Colombia’s Rough Road to Global Cannabis Opportunity

Bogota Colombia photo by streetflash mg Magazine
Colorful buildings line a street in the colonial old town section of Bogota, Colombia, known as la Candelaria. (Photo: streetflash / Shutterstock)

Cannabis opportunity is not new in the Republic of Colombia. The South American country, which boasts a population just north of 50 million, has a long-running association with the plant.

Like the Golden Triangle in Mexico, Colombia has the perfect climate to grow more than just marijuana. Most Gen Xers and Baby Boomers are well aware of the country’s reputation for illegal drugs dating back to the 1970s. Colombia was the number one global producer of cocaine from the mid- to late-’90s and also gained a reputation as a major exporter of heroin during the period.

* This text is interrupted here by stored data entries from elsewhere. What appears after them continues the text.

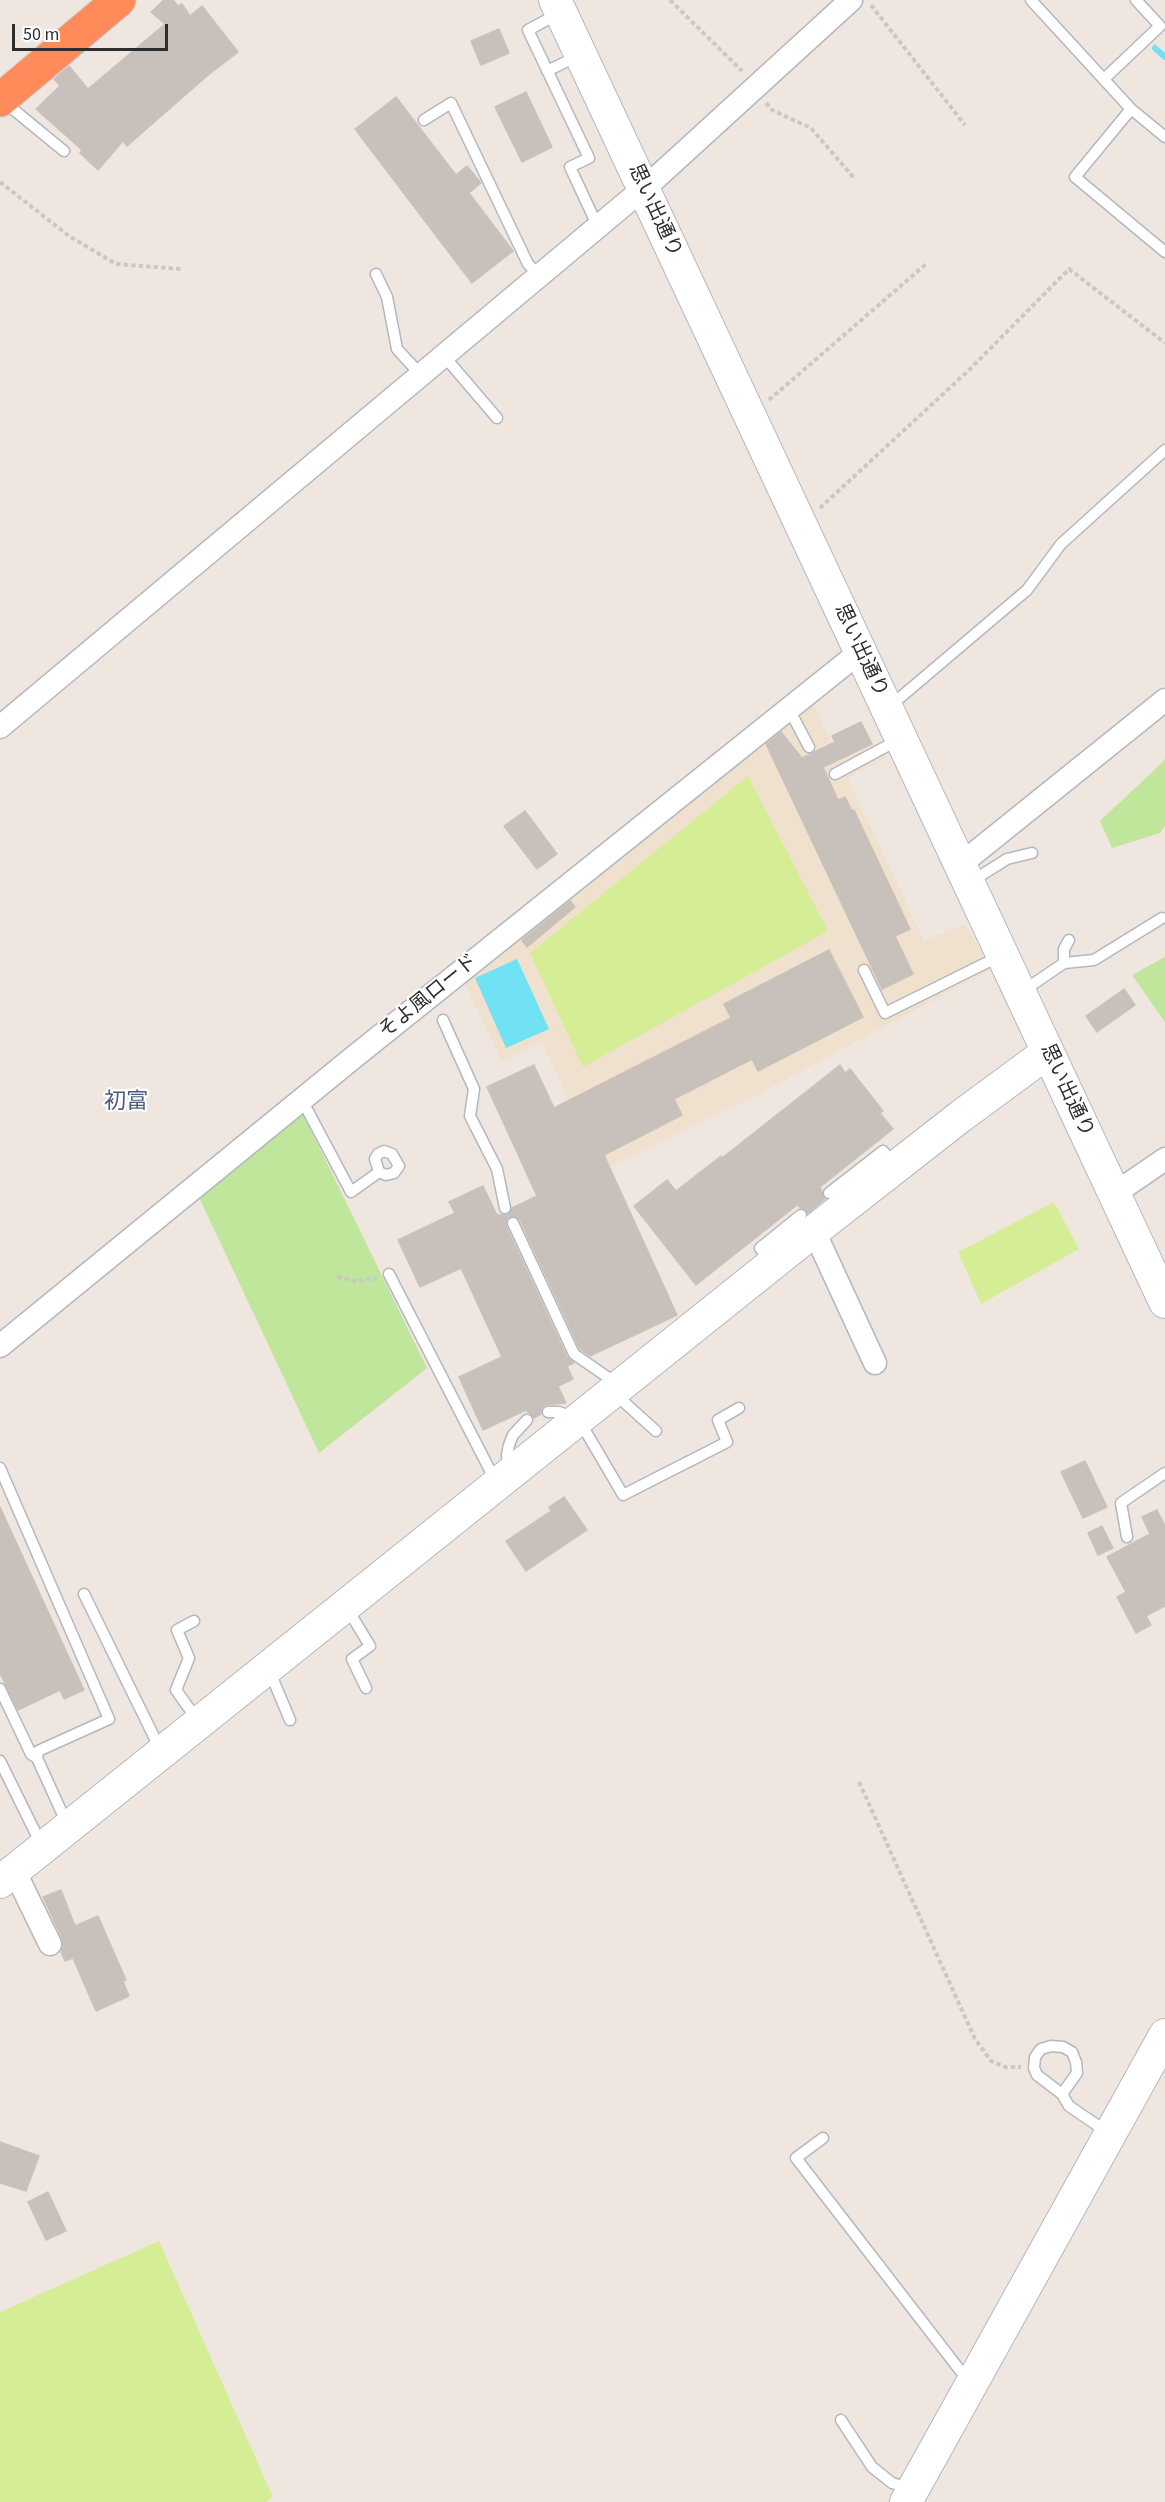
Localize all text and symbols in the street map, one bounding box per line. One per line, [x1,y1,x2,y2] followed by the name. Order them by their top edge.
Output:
[15,12,171,50] scale bar
[23,22,59,47] text: 50 m
[622,161,686,261] street label: 思い出通り
[828,601,892,701] street label: 思い出通り
[375,950,483,1044] street label: そよ風ロード
[1034,1041,1098,1141] street label: 思い出通り
[104,1090,148,1116] district label: 初富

Colombia’s reputation as unstable was perpetuated by political and social unrest over the years. We saw the M-19 guerillas storm the government in 1985, three presidential candidates murdered by drug cartels in 1990 and, more recently, the continuing drama surrounding the late, notorious cocaine baron Pablo Escobar. For decades, all of this cast a dark cloud over an otherwise lush and beautiful country, posing a true challenge for citizens and the government to overcome.

New mindset

Thankfully, Colombia’s mindset about cannabis shifted in the mid-1990s. In 1994, less than a year after Escobar’s death at the hands of the National Police of Colombia, the country’s Constitutional Court ruled possession of cannabis (and other drugs in small amounts) legal for personal use. This is similar to Mexico’s Supreme Court ruling an absolute ban on recreational marijuana use unconstitutional. The news was not taken well by the United States government, which at the time remained fully committed to the failing war on drugs initiated during the Nixon era. Cannabis still sits atop the Drug Enforcement Agency’s list of Schedule I narcotics, along with ecstasy, heroin, LSD, and peyote.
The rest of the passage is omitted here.